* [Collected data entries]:
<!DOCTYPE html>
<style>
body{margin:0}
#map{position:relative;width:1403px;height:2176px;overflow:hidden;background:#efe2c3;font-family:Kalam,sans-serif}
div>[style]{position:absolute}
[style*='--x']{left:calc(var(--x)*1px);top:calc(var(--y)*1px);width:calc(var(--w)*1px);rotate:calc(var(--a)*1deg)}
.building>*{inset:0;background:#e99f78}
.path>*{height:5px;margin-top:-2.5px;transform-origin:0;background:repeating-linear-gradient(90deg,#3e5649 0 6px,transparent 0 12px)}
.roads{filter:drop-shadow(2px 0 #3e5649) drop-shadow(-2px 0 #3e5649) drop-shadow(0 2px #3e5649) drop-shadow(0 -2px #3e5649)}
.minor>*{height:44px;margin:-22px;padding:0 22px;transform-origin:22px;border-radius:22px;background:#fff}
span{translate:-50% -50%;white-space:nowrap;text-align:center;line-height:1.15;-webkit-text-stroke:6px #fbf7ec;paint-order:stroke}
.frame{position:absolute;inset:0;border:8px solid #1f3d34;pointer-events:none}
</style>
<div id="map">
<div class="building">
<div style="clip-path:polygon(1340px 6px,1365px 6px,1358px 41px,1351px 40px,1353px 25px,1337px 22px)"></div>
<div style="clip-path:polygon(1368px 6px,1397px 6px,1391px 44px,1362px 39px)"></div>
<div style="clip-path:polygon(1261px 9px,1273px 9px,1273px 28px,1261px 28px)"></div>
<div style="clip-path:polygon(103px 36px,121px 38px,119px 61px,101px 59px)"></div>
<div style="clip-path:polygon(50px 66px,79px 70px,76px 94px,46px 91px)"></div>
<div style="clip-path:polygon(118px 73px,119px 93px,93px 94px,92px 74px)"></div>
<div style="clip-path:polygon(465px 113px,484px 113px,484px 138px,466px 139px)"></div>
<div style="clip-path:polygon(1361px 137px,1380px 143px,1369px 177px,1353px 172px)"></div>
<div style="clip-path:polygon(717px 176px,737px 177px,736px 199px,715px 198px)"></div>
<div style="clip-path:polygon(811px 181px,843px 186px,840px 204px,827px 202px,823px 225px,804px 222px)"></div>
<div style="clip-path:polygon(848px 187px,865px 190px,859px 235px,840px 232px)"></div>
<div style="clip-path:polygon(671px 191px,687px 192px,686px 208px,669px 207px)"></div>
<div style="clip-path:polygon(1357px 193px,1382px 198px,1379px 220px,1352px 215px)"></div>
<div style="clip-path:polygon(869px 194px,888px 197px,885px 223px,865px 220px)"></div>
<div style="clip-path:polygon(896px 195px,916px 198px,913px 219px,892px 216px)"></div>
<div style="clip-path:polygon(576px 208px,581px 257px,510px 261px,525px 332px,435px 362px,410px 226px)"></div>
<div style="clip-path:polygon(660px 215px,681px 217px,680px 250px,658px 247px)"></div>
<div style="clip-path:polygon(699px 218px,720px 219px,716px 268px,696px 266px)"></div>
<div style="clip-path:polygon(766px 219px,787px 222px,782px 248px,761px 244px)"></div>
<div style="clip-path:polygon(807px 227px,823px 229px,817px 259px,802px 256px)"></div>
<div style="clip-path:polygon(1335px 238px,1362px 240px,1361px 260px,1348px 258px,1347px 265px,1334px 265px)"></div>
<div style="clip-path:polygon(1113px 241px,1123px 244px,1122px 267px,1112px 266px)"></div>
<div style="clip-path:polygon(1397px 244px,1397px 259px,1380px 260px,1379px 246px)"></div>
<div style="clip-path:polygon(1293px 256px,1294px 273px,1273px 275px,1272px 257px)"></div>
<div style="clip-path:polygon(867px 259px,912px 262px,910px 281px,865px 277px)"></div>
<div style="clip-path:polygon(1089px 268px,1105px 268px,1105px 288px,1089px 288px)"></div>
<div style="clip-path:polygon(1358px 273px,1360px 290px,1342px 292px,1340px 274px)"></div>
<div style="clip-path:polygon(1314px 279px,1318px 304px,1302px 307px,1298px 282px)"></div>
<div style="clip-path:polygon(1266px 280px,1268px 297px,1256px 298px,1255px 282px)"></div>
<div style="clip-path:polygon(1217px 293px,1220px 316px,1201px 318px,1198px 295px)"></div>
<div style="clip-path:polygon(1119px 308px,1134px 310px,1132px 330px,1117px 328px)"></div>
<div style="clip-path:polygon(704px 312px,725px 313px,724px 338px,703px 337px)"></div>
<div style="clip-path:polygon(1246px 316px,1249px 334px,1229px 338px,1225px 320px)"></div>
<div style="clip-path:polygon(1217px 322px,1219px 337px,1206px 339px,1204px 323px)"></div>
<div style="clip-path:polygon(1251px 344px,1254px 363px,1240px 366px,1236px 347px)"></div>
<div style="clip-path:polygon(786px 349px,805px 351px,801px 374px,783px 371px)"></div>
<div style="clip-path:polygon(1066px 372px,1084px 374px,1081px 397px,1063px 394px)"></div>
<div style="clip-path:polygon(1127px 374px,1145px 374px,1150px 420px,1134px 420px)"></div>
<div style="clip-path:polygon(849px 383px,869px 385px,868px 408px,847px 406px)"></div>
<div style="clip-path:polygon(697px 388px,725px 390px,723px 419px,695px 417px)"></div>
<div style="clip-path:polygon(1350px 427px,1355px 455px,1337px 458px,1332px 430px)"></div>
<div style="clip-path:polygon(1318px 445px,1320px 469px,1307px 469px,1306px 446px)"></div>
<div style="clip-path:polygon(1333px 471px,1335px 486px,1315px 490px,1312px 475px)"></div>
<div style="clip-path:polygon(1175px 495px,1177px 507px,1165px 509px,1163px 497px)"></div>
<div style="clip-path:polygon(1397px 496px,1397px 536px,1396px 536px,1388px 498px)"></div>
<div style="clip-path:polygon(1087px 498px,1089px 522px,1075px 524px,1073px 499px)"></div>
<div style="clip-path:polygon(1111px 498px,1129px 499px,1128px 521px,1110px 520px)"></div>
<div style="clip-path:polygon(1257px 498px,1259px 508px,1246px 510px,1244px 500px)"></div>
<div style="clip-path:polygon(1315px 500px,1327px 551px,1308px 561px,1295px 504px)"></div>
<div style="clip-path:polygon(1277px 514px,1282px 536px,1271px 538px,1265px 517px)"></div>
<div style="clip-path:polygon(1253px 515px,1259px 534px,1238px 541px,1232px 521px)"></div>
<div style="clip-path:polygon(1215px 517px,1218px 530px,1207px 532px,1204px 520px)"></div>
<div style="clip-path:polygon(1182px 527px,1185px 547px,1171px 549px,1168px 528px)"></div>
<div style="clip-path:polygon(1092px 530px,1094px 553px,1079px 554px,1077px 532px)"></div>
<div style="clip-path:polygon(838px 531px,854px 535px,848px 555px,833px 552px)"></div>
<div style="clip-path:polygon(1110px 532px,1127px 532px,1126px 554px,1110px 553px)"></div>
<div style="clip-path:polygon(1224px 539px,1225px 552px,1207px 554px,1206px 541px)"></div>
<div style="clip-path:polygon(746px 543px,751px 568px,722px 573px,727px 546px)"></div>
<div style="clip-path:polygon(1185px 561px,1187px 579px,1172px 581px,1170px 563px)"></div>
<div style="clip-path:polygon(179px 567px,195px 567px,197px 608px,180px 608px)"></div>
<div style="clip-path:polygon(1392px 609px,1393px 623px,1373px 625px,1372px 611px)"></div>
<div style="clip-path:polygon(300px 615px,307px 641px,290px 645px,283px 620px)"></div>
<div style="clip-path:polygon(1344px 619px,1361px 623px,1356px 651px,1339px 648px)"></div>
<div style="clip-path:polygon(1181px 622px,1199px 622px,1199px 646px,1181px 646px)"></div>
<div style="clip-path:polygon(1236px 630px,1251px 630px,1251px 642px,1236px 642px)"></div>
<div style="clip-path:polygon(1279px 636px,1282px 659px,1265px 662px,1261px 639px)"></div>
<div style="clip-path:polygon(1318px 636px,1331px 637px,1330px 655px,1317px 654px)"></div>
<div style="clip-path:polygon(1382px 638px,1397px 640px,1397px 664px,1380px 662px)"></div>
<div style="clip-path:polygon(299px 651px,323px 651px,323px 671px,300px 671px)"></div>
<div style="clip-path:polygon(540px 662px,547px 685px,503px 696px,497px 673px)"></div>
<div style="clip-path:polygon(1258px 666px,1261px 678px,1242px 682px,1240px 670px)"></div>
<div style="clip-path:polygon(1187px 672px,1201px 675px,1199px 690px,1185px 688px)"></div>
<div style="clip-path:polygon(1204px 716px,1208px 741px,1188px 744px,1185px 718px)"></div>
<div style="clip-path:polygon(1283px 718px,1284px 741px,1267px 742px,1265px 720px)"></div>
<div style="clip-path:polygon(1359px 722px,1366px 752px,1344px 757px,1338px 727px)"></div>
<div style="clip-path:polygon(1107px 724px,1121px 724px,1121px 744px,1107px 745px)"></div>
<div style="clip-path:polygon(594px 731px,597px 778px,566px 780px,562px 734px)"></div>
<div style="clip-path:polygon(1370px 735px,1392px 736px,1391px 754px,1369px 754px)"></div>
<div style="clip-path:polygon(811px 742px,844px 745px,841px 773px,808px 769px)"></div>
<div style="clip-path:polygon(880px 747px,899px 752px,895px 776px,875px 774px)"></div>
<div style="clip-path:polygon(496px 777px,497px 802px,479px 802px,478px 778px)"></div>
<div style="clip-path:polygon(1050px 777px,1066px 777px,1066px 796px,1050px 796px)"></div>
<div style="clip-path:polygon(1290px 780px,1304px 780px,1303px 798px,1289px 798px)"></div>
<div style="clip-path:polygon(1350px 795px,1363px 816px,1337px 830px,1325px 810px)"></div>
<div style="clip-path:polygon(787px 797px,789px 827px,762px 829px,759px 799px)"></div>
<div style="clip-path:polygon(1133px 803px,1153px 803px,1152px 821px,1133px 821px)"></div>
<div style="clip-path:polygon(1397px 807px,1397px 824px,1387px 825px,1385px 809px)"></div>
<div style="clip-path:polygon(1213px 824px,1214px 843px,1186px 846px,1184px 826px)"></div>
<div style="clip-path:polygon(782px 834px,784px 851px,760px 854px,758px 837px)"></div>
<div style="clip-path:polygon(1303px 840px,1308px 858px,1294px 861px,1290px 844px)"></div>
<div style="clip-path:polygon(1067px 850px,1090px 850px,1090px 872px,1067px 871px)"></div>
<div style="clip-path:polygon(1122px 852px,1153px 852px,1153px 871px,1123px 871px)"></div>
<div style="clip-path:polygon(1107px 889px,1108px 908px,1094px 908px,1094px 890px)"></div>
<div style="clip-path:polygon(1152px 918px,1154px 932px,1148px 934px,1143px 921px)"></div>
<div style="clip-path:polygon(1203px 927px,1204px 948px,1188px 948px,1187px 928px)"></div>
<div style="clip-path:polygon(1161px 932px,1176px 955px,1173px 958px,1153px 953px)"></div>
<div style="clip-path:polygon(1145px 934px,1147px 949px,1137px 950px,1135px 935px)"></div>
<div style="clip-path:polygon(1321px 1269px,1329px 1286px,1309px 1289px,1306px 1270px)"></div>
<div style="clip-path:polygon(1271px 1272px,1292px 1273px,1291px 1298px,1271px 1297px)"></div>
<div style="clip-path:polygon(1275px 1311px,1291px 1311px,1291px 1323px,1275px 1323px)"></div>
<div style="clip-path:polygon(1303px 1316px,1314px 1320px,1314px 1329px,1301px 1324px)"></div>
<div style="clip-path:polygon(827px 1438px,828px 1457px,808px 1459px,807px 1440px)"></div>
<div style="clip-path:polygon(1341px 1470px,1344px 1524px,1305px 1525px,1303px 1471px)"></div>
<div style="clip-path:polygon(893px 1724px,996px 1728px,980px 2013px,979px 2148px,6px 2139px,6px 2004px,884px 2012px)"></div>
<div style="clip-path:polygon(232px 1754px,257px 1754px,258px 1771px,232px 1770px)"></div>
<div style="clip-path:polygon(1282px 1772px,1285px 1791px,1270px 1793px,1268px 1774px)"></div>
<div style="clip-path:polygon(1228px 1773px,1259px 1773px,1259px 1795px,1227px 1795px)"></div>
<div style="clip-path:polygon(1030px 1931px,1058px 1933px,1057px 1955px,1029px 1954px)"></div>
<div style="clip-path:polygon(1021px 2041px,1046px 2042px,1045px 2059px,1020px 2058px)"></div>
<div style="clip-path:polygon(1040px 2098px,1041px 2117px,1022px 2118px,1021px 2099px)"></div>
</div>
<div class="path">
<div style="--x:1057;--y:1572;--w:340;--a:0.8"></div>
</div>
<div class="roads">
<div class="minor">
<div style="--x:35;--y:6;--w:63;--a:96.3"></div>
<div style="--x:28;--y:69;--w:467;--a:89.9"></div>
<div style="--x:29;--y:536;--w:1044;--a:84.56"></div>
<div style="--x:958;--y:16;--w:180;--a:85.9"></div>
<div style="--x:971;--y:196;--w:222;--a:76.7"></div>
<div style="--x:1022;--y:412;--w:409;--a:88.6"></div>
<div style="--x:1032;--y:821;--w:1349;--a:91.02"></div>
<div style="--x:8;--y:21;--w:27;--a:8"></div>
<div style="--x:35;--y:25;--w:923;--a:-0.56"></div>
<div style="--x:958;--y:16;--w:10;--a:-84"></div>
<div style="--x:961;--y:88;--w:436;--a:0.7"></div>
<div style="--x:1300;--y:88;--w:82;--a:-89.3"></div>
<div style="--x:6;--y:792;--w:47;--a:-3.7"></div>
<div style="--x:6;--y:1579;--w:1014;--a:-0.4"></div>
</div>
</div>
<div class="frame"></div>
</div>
--
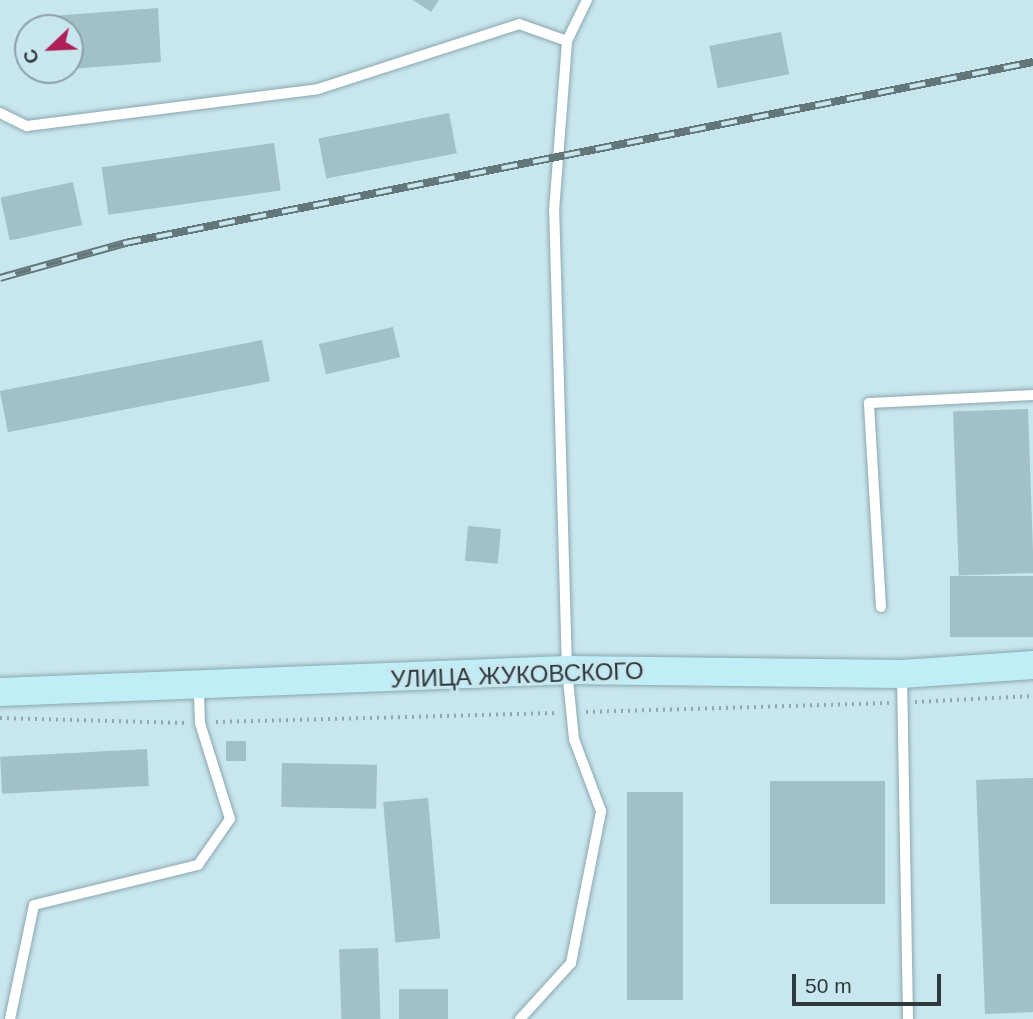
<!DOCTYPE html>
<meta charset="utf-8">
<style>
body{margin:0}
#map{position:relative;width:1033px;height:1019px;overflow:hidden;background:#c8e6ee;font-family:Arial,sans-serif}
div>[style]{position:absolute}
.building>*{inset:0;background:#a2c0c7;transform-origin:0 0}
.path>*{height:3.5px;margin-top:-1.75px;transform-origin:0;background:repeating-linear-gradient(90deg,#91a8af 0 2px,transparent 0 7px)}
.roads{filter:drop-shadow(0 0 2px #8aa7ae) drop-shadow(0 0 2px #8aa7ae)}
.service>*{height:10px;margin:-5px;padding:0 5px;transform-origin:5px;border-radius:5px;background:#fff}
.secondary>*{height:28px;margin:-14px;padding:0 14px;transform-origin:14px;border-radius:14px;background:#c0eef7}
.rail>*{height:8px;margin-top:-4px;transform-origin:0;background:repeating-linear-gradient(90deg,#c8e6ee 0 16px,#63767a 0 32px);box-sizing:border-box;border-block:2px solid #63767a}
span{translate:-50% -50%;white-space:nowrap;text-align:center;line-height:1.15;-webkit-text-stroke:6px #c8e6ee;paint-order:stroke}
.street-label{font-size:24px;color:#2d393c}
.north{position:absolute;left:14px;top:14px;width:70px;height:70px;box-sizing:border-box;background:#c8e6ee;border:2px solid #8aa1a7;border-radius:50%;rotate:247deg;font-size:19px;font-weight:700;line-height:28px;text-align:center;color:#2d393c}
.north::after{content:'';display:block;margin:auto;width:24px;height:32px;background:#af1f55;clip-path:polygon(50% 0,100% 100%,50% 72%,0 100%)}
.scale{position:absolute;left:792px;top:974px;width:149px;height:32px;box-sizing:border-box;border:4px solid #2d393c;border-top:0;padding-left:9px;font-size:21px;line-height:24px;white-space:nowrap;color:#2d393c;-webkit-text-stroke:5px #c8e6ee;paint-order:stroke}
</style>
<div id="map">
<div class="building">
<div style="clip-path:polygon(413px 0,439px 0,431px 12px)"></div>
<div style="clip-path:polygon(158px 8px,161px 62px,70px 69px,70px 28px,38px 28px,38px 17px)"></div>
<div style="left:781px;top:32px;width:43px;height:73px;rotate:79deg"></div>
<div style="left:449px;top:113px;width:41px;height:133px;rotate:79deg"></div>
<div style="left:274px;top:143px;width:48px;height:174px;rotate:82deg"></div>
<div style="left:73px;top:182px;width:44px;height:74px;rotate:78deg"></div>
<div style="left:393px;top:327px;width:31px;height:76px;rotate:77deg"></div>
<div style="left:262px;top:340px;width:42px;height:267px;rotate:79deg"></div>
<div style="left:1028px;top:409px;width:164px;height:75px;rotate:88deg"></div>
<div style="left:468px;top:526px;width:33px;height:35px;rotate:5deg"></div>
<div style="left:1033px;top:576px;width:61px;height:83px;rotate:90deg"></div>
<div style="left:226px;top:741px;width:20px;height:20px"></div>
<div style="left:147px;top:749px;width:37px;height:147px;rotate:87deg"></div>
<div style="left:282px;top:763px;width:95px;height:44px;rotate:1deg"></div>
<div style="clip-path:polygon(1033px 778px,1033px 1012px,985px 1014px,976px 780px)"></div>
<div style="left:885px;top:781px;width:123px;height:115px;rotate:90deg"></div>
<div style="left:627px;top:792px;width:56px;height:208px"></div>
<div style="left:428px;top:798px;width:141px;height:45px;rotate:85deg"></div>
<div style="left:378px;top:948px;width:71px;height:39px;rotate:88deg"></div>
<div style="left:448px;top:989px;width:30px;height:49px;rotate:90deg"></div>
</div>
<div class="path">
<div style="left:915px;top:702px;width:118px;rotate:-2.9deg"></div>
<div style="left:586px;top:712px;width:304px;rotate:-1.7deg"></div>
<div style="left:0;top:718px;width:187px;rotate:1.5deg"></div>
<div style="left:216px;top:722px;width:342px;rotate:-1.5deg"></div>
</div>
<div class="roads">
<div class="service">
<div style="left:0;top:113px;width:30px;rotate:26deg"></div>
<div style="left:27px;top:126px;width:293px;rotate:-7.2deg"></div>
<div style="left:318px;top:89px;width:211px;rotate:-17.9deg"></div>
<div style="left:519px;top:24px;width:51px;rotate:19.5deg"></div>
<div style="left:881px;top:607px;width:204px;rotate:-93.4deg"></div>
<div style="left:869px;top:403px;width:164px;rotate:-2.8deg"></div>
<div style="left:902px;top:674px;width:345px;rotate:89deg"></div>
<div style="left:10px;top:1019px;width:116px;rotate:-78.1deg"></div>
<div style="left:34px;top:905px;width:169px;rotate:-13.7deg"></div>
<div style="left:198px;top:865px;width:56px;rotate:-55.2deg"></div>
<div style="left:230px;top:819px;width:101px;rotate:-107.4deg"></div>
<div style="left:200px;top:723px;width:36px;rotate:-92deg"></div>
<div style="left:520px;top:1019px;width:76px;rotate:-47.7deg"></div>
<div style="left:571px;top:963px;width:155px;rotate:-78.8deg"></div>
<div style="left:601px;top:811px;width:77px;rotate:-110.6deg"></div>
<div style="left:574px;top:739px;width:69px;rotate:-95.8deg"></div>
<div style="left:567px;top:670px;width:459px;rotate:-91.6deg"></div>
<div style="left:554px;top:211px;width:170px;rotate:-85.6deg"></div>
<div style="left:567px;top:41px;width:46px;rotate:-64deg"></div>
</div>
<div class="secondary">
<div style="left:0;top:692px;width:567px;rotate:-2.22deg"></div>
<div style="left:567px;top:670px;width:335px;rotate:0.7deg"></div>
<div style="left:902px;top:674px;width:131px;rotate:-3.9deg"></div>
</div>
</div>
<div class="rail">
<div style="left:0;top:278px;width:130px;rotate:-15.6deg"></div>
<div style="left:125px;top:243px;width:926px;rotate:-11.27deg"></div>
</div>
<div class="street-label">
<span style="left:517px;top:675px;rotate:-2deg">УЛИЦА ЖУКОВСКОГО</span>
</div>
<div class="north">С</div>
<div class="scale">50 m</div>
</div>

* [Problem statement]: Where a line of the entries contains "overflow", report that line.

* [Expected answer]:
#map{position:relative;width:1403px;height:2176px;overflow:hidden;background:#efe2c3;font-family:Kalam,sans-serif}
#map{position:relative;width:1033px;height:1019px;overflow:hidden;background:#c8e6ee;font-family:Arial,sans-serif}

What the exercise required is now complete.